The CMA said the supermarket did this by either attaching “restrictive covenants” to land sales that allowed former land and property owners to control how plots are developed after they have been sold or sought long exclusivity agreements. Tesco denied it did this.
“It’s unacceptable that Tesco had these unlawful restrictions in place for up to a decade,” Andrea Gomes da Silva, the CMA’s executive director of mergers and markets, said, citing “anti-competitive” behaviour. “By making it harder for other supermarkets to open stores next to its branches, shoppers could have lost out.”
In a letter to Tesco CEO Dave Lewis, Gomes da Silva said she was concerned it had “repeatedly breached” the CMA’s 2010 order that was put in place to prevent supernarkets from such actions. The CMA uncovered the breaches in 2018. Though Gomes da Silva acknowledged Tesco tried to rectify the situation, it had “significant shortcomings in compliance for a company of Tesco’s scale and resources”.
Tesco said it did not use restrictive property agreements and blamed “administrative errors.”
“We do not use restrictive property agreements,” Tesco said in a statement. “However, in a small number of historic cases between 2010 and 2015, administrative errors by former advisors meant that our internal processes were not followed correctly.”
According to the Guardian report, Tesco said it had worked with the CMA to resolve the matter and the 23 breaches were small in the context of more than 5,300 land deals over the past decade. “We have since strengthened our controls and training, and are releasing the affected parties from all non-compliant terms,” it said.
The use of restrictive covenants was one of the most contentious areas scrutinised during a three-year investigation into the supermarket sector by the CMA’s predecessor, the Competition Commission. It concluded with a 2010 order that banned new restrictive clauses.
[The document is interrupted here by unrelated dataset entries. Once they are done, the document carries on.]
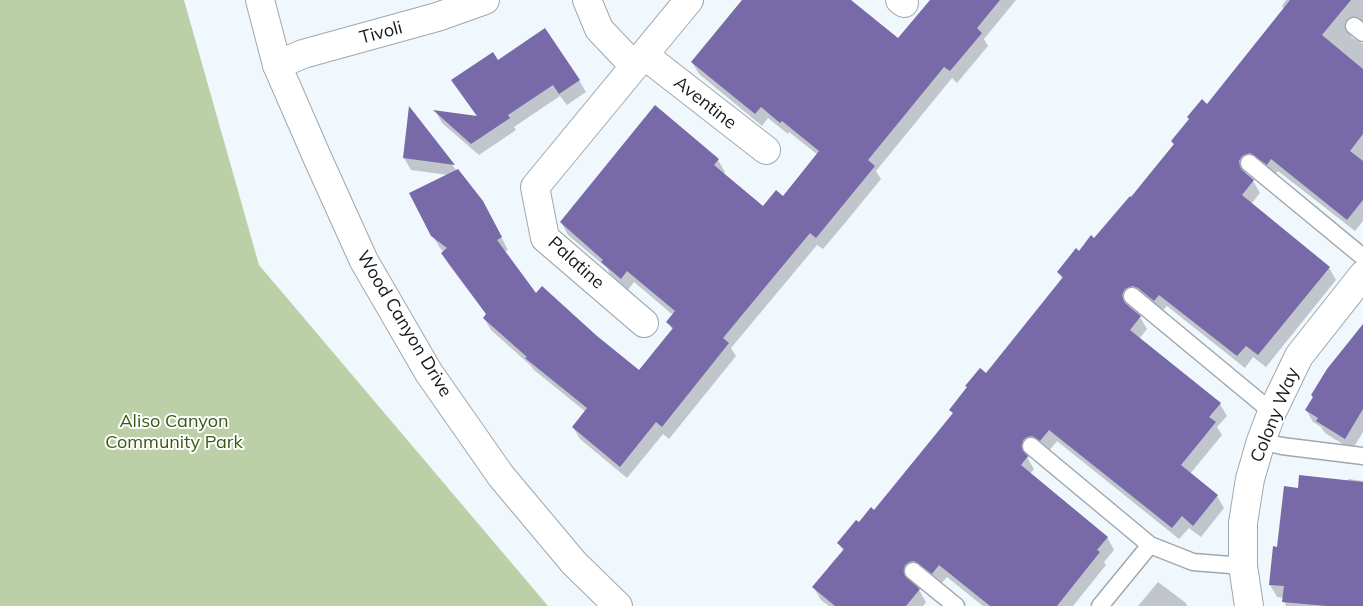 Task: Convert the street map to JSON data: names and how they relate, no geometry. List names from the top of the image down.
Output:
{
  "streets": {
    "street": [
      "Tivoli",
      "Aventine",
      "Palatine",
      "Wood Canyon Drive",
      "Colony Way"
    ]
  },
  "crossings": [
    ["Tivoli", "Wood Canyon Drive"],
    ["Aventine", "Palatine"]
  ],
  "parks": ["Aliso Canyon Community Park"]
}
Despite this Tesco had introduced three restrictive covenants in Hednesford, Bromborough and Worthing, the CMA said.
The 2010 order also banned exclusivity arrangements more than five years long; Tesco still had 20 in place which have now been removed, the CMA said.
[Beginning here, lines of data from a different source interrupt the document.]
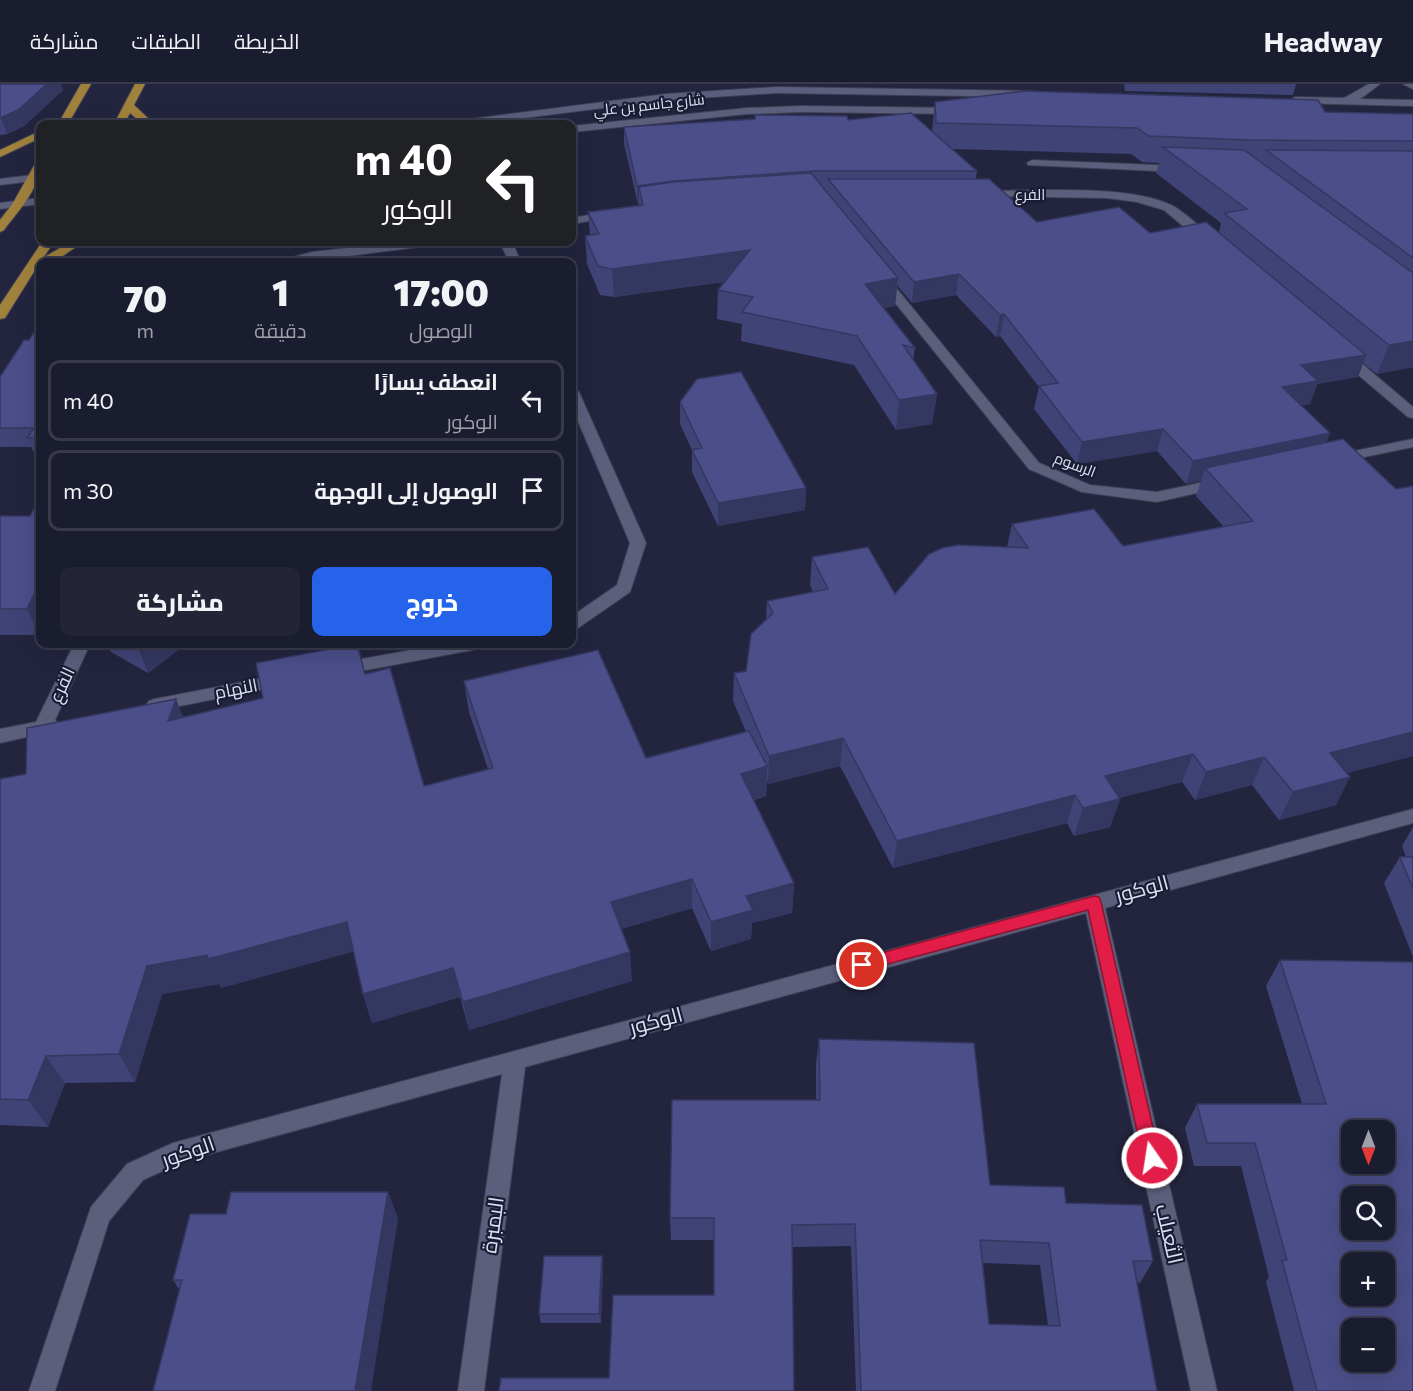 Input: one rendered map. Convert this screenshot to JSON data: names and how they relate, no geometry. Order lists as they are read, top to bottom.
{
  "streets": {
    "street": [
      "شارع جاسم بن علي",
      "الفرع",
      "الرسوم",
      "النهام",
      "الوكور",
      "البمبرة",
      "الثعيلب"
    ]
  },
  "crossings": [
    ["الوكور", "البمبرة"],
    ["الوكور", "الثعيلب"]
  ],
  "north": "bottom",
  "page": {
    "header": "Headway",
    "nav": ["الخريطة", "الطبقات", "مشاركة"],
    "turn": ["40 m", "الوكور"],
    "eta": [
      "17:00",
      "الوصول",
      "1",
      "دقيقة",
      "70",
      "m"
    ],
    "list": [
      {
        "name": "انعطف يسارًا",
        "note": "الوكور",
        "value": "40 m"
      },
      {
        "name": "الوصول إلى الوجهة",
        "value": "30 m"
      }
    ],
    "buttons": ["خروج", "مشاركة"],
    "map_buttons": ["+", "−"]
  }
} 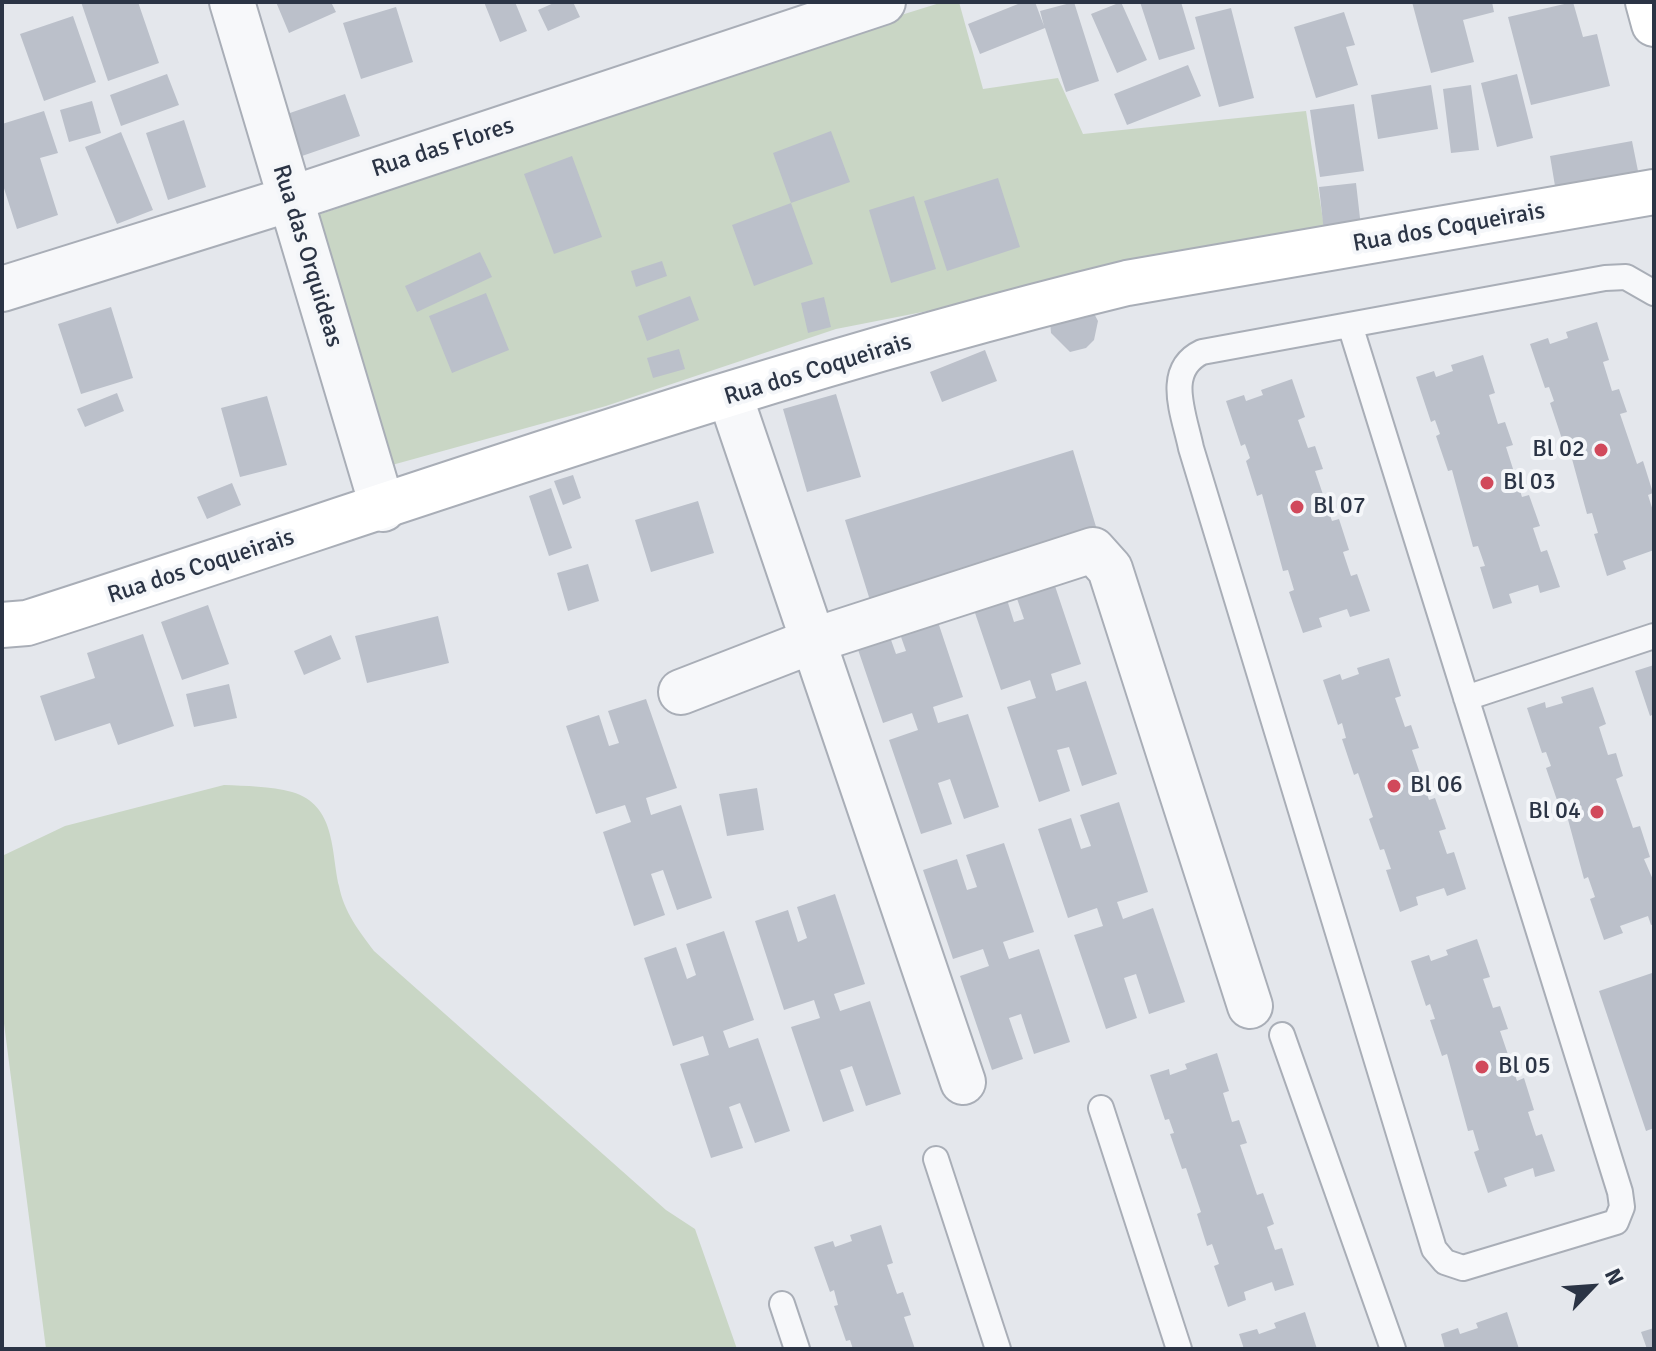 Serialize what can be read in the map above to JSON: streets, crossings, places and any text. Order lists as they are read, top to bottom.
{
  "streets": {
    "street": ["Rua das Flores", "Rua dos Coqueirais", "Rua das Orquideas"]
  },
  "crossings": [
    ["Rua das Flores", "Rua das Orquideas"],
    ["Rua dos Coqueirais", "Rua das Orquideas"]
  ],
  "places": [
    "Bl 02",
    "Bl 03",
    "Bl 07",
    "Bl 06",
    "Bl 04",
    "Bl 05"
  ],
  "north": "top right"
}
The use of restrictive covenants had been commonplace within the grocery sector and along with Tesco, other supermarkets were ordered to remove certain clauses in 2010. The CMA said it would now write to the other groups affected by the order –Sainsbury’s, Walmart-owned Asda, Morrisons, Marks & Spencer, Waitrose and the Co-op – to ensure that their land agreements complied. It threatened to take enforcement action if there were any irregularities.
Nigel Howorth, a partner at Clifford Chance, and head of the law firm’s London real estate office, said: “Major supermarkets have for many years sought to maintain competitive advantage over rivals through the planning system and restrictive covenants.”
“The CMA’s order demonstrates an increasing lack of tolerance for such activities and the supermarket chains can expect greater scrutiny of their land transactions,” said Howorth.